Steamed Bread Pudding. Check Out Great Products On eBay. We recommend preparing the bread pudding a day before serving. Cut the crusts off the bread and soak in milk for.

Steamed Bread Pudding Instructions In a large bowl, combine eggs and condensed milk, vanilla extract and cinnamon powder, if using, mix well. Remove the bread pudding from the steamer. Serve the Steamed Bread Pudding just as it is, or with some vanilla custard. You can have Steamed Bread Pudding using 13 ingredients and 4 steps. Here is how you achieve it.

Ingredients of Steamed Bread Pudding

  1. It’s 4 tbsps of granulated sugar.
  2. It’s 2 cups of low fat milk.
  3. You need 2 of eggs.
  4. Prepare 1 tbsp of vanilla essence.
  5. It’s 5 slices of breads.
  6. You need 100 g of raisins.
  7. You need 2 tbsps of butter.
  8. Prepare of For the sauce :-.
  9. Prepare 2 tbsp of Custard Flour.
  10. It’s 1 can of Evaporated Milk.
  11. Prepare 2 tbsp of Sugar.
  12. It’s 2 tsp of Vanilla Essence.
  13. You need 100 ml of water.

After the hour squeeze out all of the water well. Add the flour, salt, nutmeg, baking powder, suet, raisins, currants, beaten egg to the bread and add in a little milk if required. Mix the ingredients thoroughly, then place into a greased basin or mould and cover completely with foil.
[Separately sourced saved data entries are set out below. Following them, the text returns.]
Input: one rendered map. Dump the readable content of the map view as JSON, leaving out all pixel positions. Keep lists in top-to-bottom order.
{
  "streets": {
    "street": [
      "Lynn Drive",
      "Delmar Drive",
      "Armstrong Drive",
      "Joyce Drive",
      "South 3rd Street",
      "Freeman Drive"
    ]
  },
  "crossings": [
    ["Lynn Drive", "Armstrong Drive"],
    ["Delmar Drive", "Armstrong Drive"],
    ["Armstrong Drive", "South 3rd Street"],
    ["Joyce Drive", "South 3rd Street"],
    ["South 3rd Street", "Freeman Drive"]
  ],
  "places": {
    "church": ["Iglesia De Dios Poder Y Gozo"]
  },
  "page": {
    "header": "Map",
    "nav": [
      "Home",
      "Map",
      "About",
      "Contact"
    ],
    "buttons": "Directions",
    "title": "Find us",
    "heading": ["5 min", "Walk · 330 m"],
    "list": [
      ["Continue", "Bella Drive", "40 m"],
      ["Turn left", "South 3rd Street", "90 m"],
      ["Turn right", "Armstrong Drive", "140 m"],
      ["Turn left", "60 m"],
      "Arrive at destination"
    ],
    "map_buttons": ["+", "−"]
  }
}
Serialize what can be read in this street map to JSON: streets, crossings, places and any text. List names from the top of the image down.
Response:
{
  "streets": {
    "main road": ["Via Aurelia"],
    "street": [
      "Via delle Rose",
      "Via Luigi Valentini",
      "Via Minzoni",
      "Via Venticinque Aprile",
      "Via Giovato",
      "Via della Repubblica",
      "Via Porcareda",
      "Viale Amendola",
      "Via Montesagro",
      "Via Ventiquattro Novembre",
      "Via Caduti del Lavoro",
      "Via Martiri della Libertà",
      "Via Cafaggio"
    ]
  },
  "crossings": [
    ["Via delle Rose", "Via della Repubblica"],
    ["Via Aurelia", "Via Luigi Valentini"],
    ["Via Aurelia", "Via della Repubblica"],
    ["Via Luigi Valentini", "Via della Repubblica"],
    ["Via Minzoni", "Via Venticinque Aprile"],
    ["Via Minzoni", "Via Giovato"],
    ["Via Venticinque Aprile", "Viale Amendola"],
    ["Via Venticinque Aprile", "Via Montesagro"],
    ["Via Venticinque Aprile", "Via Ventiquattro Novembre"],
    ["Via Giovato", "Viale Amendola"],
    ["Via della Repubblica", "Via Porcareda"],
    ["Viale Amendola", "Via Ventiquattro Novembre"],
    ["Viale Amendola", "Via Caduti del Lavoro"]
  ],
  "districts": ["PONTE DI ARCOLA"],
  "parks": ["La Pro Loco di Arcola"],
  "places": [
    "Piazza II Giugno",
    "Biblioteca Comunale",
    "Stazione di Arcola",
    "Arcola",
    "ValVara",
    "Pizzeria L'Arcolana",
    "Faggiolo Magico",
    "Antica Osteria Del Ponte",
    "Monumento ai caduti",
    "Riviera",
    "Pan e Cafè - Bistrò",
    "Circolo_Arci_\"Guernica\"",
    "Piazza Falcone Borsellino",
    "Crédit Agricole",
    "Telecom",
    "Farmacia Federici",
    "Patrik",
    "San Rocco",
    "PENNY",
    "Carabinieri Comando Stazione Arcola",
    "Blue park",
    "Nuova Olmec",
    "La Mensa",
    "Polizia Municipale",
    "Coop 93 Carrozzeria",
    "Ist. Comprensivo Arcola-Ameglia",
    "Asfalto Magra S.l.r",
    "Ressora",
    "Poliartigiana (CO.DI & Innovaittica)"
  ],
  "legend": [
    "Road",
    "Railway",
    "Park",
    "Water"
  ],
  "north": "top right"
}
Instructions firstly, in a pan take ¼ cup sugar and heat on low to medium flame. stir in between until sugar melts completely. continue to heat on low to medium flame until the sugar turns golden brown. this stage of sugar is called caramelized. pour the caramelized sugar into a small bowl and.

Steamed Bread Pudding step by step

  1. Mix together granulated sugar, eggs, and milk in a bowl; add vanilla. Pour over teared bread and let sit for 10 minutes..
  2. In another bowl, pour melted butter then pour prepared breads into it. Sprinkle with raisins. Steam for 45 minutes to 1 hour..
  3. For the sauce: Mix together the granulated sugar, custard flour, evaporated milk, water and vanilla essence in a saucepan. Mix it well before stir it over medium heat. Stir together until the sugar is melted and the sauce is thicken..
  4. Pour the sauce over the bread pudding. Serve warm or cold..

Steamed puddings need not be made quite as moist as the mixture for baked puddings – for, when baked, the dry air of the oven absorbs moisture. A mixture of half breadcrumbs and half flour, instead of all flour, will give you a slightly lighter, though more crumbly pudding. Recipes where this mixture is recommended are marked with an asterisk*. Pour in enough hot water to come halfway up the side of the pudding basin. Set over a medium heat and bring to the boil.